The goal of this work was to model lunar surface systems using a declarative planning system (ASPEN — Activity Scheduling/Planning Environment), provide a parameterizable Excel document to aid in the model generation, and deliver both Mac and PC versions. An adaptation of Microsoft Excel and ASPEN for Lunar Surface System concepts of operations was used. The goal of the system is to enable searching through several concepts of operations. A concept of operations consists of a proposed schedule of high-level activities and parameterization of resources (e.g., power, communications, oxygen, water, etc.) where three distinct phases of development occurred: (1) initial system development for Lunar, (2) planning system development for Lunar, and (3) planning system development for NASA’s 13th Desert Research and Technology Studies (Desert RATS) live trial.
ASPEN is a modular, reconfigurable application framework based on artificial intelligence techniques that is capable of supporting a variety of planning and scheduling applications, including spacecraft operations planning, planning for mission design, surface rover planning, ground antenna utilization planning, and coordinated multiple rover planning.

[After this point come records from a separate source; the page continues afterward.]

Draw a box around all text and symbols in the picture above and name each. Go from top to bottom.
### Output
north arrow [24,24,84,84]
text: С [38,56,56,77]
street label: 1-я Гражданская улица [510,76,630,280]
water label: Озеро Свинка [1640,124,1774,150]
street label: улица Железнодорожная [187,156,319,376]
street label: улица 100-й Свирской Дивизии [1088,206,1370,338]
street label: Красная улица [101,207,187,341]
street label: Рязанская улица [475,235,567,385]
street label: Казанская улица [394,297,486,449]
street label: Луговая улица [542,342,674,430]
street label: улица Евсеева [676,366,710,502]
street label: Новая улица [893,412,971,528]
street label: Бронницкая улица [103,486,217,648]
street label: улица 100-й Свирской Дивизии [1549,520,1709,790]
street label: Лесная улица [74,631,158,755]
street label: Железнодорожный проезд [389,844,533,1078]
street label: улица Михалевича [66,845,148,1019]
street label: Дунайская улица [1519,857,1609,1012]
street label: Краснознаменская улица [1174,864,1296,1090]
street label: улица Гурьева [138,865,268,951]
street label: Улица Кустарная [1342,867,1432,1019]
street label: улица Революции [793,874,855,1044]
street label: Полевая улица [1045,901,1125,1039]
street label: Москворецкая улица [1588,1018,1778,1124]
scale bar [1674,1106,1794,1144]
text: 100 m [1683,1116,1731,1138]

As a ground-based system, ASPEN uses an internal spacecraft model and set of high-level goals to output a sequence of commands to be executed by the spacecraft to achieve those goals. As a flight-based system, ASPEN receives updates on spacecraft or rover state continuously and updates the current plan to reflect environment changes. As an antenna scheduling system, ASPEN has been used to control autonomously a DSN station.
ASPEN contains several innovations that are not available in other planning and scheduling systems in use today. The ASPEN system does not require any user knowledge in the areas of computer programming, planning, or scheduling. At the same time, the language is flexible enough to support the complex needs of planning multiple spacecraft and resources.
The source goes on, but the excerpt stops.